(Data extracts Opens)
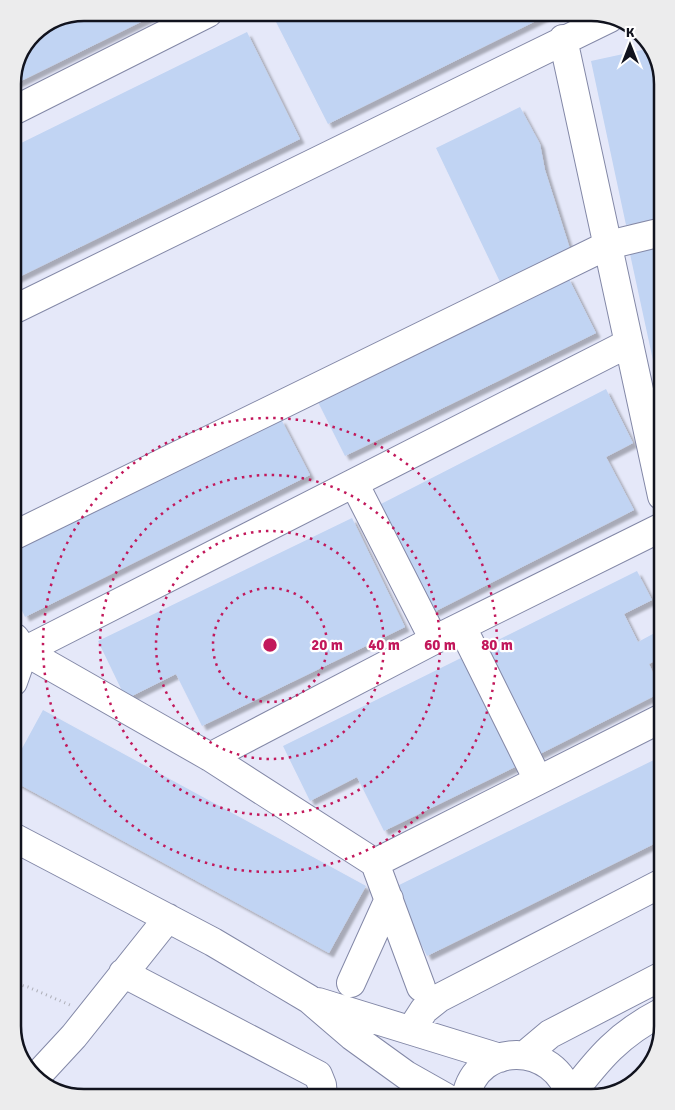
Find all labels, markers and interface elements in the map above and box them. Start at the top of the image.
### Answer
north arrow [605,20,655,70]
text: K [626,24,635,41]
centre of rings [261,636,279,654]
text: 20 m [311,636,343,654]
text: 40 m [368,636,400,654]
text: 60 m [424,636,456,654]
text: 80 m [481,636,513,654]

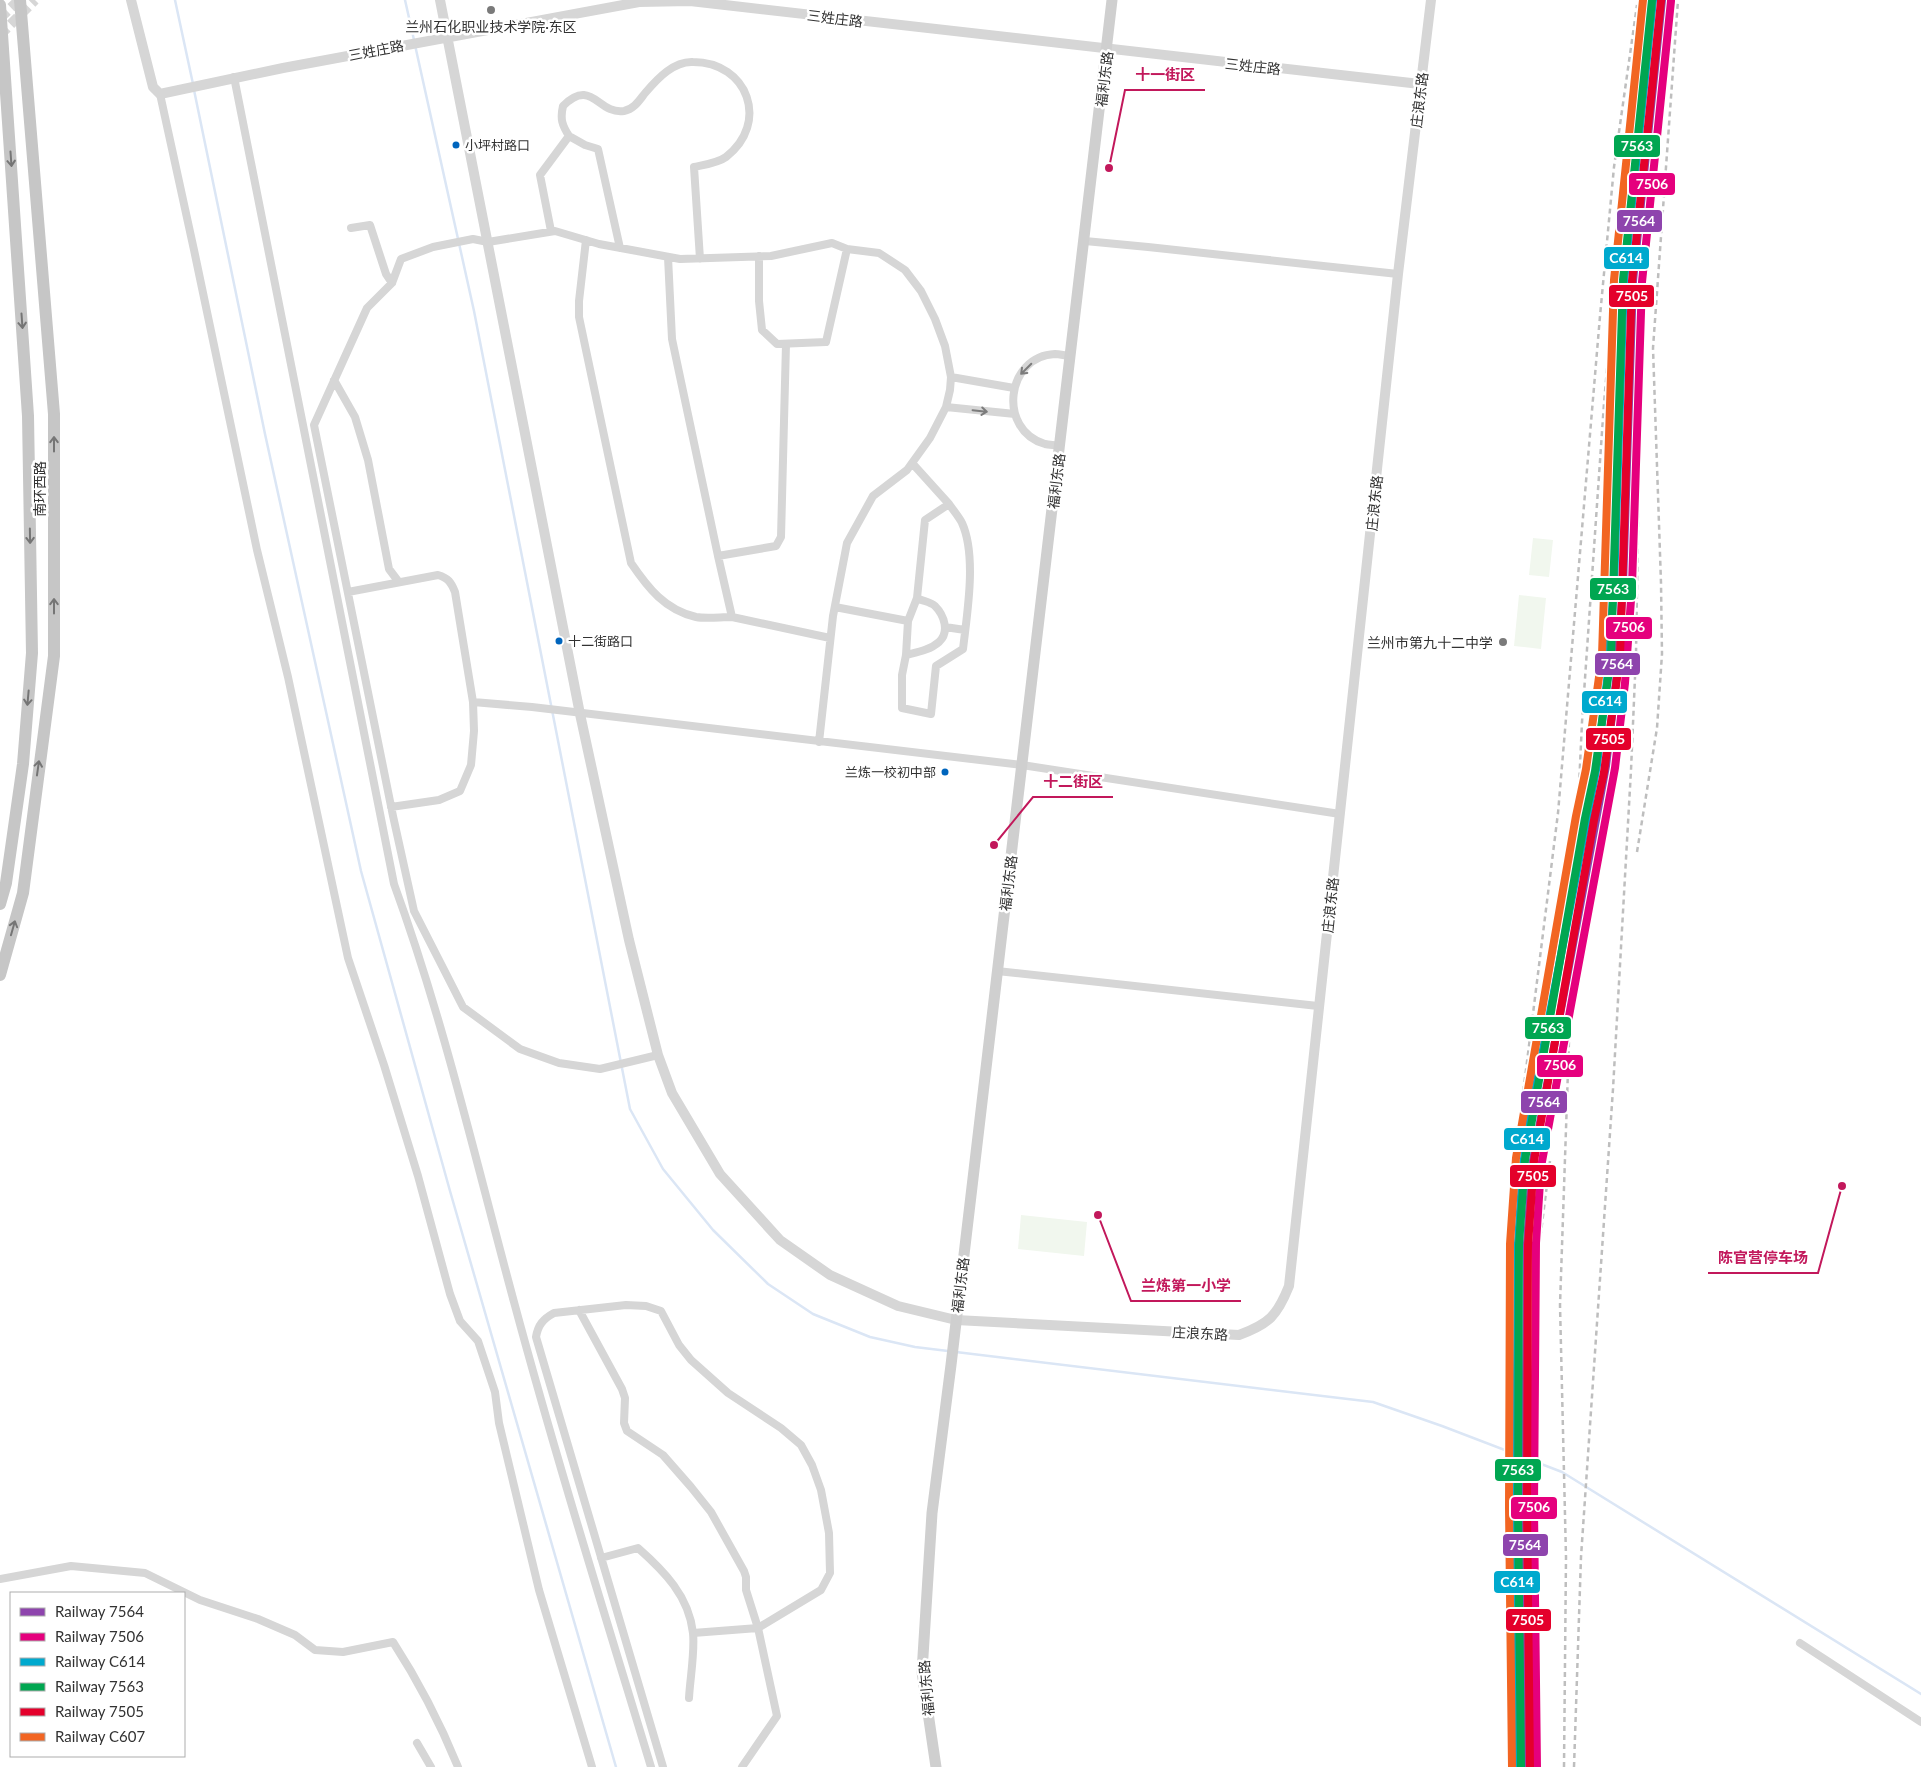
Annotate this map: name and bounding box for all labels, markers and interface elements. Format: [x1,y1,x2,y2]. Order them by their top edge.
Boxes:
marker: 兰州石化职业技术学院·东区 [485,4,497,16]
street label: 三姓庄路 [806,6,864,30]
place label: 兰州石化职业技术学院·东区 [405,18,577,35]
street label: 三姓庄路 [347,36,405,64]
street label: 福利东路 [1092,50,1116,108]
street label: 三姓庄路 [1224,55,1282,77]
callout: 十一街区 [1125,60,1205,90]
text: 十一街区 [1135,65,1195,83]
street label: 庄浪东路 [1407,71,1431,129]
line badge: 7563 [1613,134,1661,158]
place label: 小坪村路口 [465,137,530,153]
text: 7563 [1621,137,1653,154]
marker: 小坪村路口 [451,140,461,150]
one-way arrow [6,151,15,167]
line badge: 7506 [1628,172,1676,196]
text: 7506 [1636,175,1668,192]
line badge: 7564 [1616,209,1663,233]
text: 7564 [1623,212,1655,229]
line badge: C614 [1603,246,1650,270]
text: C614 [1609,249,1643,266]
line badge: 7505 [1608,284,1655,308]
text: 7505 [1616,287,1648,304]
one-way arrow [17,313,27,329]
one-way arrow [1020,363,1033,375]
one-way arrow [972,406,988,416]
one-way arrow [49,436,59,452]
street label: 福利东路 [1044,452,1068,510]
street label: 南环西路 [31,461,48,517]
street label: 庄浪东路 [1363,474,1385,532]
one-way arrow [25,528,35,544]
line badge: 7563 [1589,577,1637,601]
text: 7563 [1597,580,1629,597]
one-way arrow [49,599,59,615]
line badge: 7506 [1605,616,1653,640]
text: 7506 [1613,618,1645,635]
place label: 十二街路口 [568,633,633,649]
place label: 兰州市第九十二中学 [1367,634,1493,651]
marker: 十二街路口 [554,636,564,646]
marker: 兰州市第九十二中学 [1497,636,1509,648]
line badge: 7564 [1594,652,1641,676]
text: 7564 [1601,655,1633,672]
one-way arrow [23,690,33,706]
line badge: C614 [1581,690,1628,714]
text: C614 [1588,692,1622,709]
line badge: 7505 [1585,727,1632,751]
text: 7505 [1593,730,1625,747]
one-way arrow [33,760,43,776]
place label: 兰炼一校初中部 [845,764,936,780]
marker: 兰炼一校初中部 [940,767,950,777]
callout: 十二街区 [1033,767,1113,797]
text: 十二街区 [1043,772,1103,790]
street label: 福利东路 [996,854,1020,912]
street label: 庄浪东路 [1319,876,1341,934]
one-way arrow [9,920,18,936]
line badge: 7563 [1524,1016,1572,1040]
text: 7563 [1532,1019,1564,1036]
line badge: 7506 [1536,1054,1584,1078]
text: 7506 [1544,1056,1576,1073]
line badge: 7564 [1520,1090,1568,1114]
text: 7564 [1528,1093,1560,1110]
line badge: C614 [1503,1127,1551,1151]
text: C614 [1510,1130,1544,1147]
line badge: 7505 [1509,1164,1557,1188]
text: 7505 [1517,1167,1549,1184]
callout: 陈官营停车场 [1708,1243,1818,1273]
text: 陈官营停车场 [1718,1248,1808,1266]
street label: 福利东路 [948,1256,972,1314]
callout: 兰炼第一小学 [1131,1271,1241,1301]
text: 兰炼第一小学 [1141,1276,1231,1294]
street label: 庄浪东路 [1172,1323,1228,1343]
line badge: 7563 [1494,1458,1542,1482]
text: 7563 [1502,1461,1534,1478]
line badge: 7506 [1510,1496,1558,1520]
text: 7506 [1518,1498,1550,1515]
line badge: 7564 [1502,1533,1549,1557]
text: 7564 [1509,1536,1541,1553]
line badge: C614 [1493,1570,1541,1594]
text: C614 [1500,1573,1534,1590]
legend [10,1592,185,1757]
text: Railway 7564 [55,1602,144,1620]
line badge: 7505 [1505,1608,1552,1632]
text: 7505 [1512,1611,1544,1628]
text: Railway 7506 [55,1627,144,1645]
text: Railway C614 [55,1652,145,1670]
street label: 福利东路 [915,1659,937,1717]
text: Railway 7563 [55,1677,144,1695]
text: Railway 7505 [55,1702,144,1720]
text: Railway C607 [55,1727,145,1745]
(Data extracts Closes)
In the lines above, find the word "兰炼一校初中部" and copy each line that contains it.

## Your response
place label: 兰炼一校初中部 [845,764,936,780]
marker: 兰炼一校初中部 [940,767,950,777]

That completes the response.